Después de 2 años de haberse jubilado, Carmen todavía tiene mucha “cuerda” y deseos de seguir enseñando y ayudando, sólo le falta hacer “tru trú”. Actualmente cada semana se convierte en Guía Net del programa de perseverancia en virtudes que se trabaja en diversas parroquias para que los niños en edad escolar conozcan y sepan que Dios los ama y trabajen por ser buenas personas. Ser Guía Net ha sido un nuevo reto para ella, porque además de aprender el programa, ha tenido que investigar y aumentar su conocimiento sobre teología y la Biblia.

“Mi compromiso ya no es ni con el gobierno ni con un director, sino con Dios. Este tiempo de serlo me ha ayudado a tener más paciencia con todos, ha habido un cambio en mí que se ha derivado en mi familia, con más fe y conocimiento, volviéndome más espiritual”.

“La gran diferencia entre dar clases en la primaria y ahora ser Guía Net, radica en que no son aprender conocimientos, sino que sientan los niños que Dios los ama, que lo entiendan y que se genere un cambio de conducta en ellos, para un mejor crecimiento y formación, que sean generosos, leales, etc. Net no es aprender, es sentir el amor de Dios, y eso cuesta trabajo. Tengo un chiquito muy inquieto, quizá porque su papá es alcohólico, que al principio creía que Dios no lo quería por sus travesuras, y con constancia y cariño hemos logrado avances en su conducta”. “Yo misma he compartido con mi familia y hermanos el programa de perseverancia”.

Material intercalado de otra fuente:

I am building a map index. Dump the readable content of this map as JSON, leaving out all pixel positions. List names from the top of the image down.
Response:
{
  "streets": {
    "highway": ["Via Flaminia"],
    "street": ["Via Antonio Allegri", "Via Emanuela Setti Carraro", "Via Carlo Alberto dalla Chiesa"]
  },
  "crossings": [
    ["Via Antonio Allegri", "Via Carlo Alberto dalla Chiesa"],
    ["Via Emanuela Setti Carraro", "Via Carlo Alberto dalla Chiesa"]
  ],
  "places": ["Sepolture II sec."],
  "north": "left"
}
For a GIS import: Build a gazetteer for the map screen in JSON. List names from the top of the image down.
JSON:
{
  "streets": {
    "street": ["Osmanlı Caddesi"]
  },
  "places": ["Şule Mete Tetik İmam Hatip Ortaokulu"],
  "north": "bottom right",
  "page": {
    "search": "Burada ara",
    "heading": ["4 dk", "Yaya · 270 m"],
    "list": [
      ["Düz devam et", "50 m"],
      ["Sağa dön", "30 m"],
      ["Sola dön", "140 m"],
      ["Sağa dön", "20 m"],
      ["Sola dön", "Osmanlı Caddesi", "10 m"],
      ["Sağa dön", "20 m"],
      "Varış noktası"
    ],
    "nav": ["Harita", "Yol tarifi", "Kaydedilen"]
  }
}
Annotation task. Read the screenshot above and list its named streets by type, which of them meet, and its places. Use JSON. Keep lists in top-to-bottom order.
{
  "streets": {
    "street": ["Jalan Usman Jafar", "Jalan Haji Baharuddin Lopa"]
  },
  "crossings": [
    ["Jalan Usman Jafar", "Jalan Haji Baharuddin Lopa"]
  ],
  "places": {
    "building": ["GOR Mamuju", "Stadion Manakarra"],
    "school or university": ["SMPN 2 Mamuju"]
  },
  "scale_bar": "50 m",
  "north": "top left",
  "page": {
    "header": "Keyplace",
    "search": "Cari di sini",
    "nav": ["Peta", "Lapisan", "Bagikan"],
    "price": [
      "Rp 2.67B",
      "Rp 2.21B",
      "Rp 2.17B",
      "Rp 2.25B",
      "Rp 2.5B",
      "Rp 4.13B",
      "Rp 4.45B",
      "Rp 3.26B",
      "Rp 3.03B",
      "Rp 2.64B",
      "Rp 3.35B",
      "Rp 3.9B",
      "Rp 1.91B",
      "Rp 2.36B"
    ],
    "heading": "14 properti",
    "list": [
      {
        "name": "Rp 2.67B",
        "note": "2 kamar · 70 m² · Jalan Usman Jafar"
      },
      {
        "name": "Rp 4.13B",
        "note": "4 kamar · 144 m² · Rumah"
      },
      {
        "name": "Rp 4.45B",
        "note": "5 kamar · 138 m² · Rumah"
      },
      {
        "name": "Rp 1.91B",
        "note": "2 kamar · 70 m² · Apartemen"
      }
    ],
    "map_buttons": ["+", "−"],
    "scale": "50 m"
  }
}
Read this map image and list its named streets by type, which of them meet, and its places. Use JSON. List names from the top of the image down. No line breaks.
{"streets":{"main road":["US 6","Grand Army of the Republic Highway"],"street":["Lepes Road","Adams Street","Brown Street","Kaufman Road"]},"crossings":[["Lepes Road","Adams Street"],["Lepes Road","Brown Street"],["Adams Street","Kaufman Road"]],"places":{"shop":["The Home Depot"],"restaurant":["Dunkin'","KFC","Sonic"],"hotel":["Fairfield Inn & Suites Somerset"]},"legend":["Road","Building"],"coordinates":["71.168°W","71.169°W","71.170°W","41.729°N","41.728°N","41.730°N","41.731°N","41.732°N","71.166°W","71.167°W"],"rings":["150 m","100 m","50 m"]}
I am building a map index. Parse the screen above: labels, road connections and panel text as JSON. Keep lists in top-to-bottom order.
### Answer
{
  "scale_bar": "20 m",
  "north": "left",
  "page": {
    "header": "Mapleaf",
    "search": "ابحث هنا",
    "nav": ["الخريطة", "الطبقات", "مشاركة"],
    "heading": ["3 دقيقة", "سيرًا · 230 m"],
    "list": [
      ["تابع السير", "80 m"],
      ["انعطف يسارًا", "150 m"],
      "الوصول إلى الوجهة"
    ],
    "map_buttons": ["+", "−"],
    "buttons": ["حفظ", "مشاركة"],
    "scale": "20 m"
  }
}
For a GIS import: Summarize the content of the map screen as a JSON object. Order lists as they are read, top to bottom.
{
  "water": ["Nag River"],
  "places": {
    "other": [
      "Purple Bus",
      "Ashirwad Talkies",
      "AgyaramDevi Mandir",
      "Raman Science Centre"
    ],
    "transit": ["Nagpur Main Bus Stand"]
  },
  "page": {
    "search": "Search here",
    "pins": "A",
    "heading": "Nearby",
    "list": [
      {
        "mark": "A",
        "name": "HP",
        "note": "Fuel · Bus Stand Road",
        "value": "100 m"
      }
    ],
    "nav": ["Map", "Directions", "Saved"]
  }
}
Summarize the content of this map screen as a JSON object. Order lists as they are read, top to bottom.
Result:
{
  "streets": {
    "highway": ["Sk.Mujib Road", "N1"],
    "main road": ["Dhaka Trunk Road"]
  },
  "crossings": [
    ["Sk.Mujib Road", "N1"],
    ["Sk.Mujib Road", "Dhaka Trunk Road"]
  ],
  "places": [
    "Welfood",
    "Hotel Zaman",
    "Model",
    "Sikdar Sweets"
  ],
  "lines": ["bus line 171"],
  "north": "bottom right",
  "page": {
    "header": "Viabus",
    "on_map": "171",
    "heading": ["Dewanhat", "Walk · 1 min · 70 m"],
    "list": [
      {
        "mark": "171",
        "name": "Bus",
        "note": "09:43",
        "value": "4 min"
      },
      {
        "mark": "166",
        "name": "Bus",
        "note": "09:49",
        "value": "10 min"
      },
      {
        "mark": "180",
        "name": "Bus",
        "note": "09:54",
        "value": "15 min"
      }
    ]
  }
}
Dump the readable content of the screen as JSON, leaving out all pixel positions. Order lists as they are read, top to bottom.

31 años de matrimonio, su esposo ingeniero civil, padres de 4 hijos, de los cuales también fue su maestra; puede decir que ha sido un buen camino, que aún cuando no les ha sobrado el dinero, tampoco les ha faltado, que quiere que tantos sus hijos como sus nietos se ganen la vida bien y sepan trabajarla con más satisfacciones en el ser que en el tener. Quisiera poner un negocio para impulsar a dos de sus hijos para autoemplearse y se imagina viendo a sus nietos atendiendo las mesas si es un restaurant. Pero por si fuera poco, Carmen da clases de regularización por las tardes a niños de escasos recursos, cobrándoles sólo 15 pesos la hora, y además está alfabetizando a Petrita, una linda abuelita octogenaria que no se quiere morir sin antes haber aprendido a leer y a escribir.

Carmen para Petrita, es un ángel que le ilumina cada semana cuando va a darle su clase, a tal grado que hace poco le dio un pequeño regalito envuelto en un papelito pidiéndole que se hiciera algo bonito con eso, Carmen no lo quería aceptar porque ella no le cobra nada a Petrita, pero fue tanta la insistencia que terminó aceptando el regalo, cuando lo abrió vió que eran 3 monedas de plata.

Gracias Carmen por tu entrega, compromiso y amor por la educación.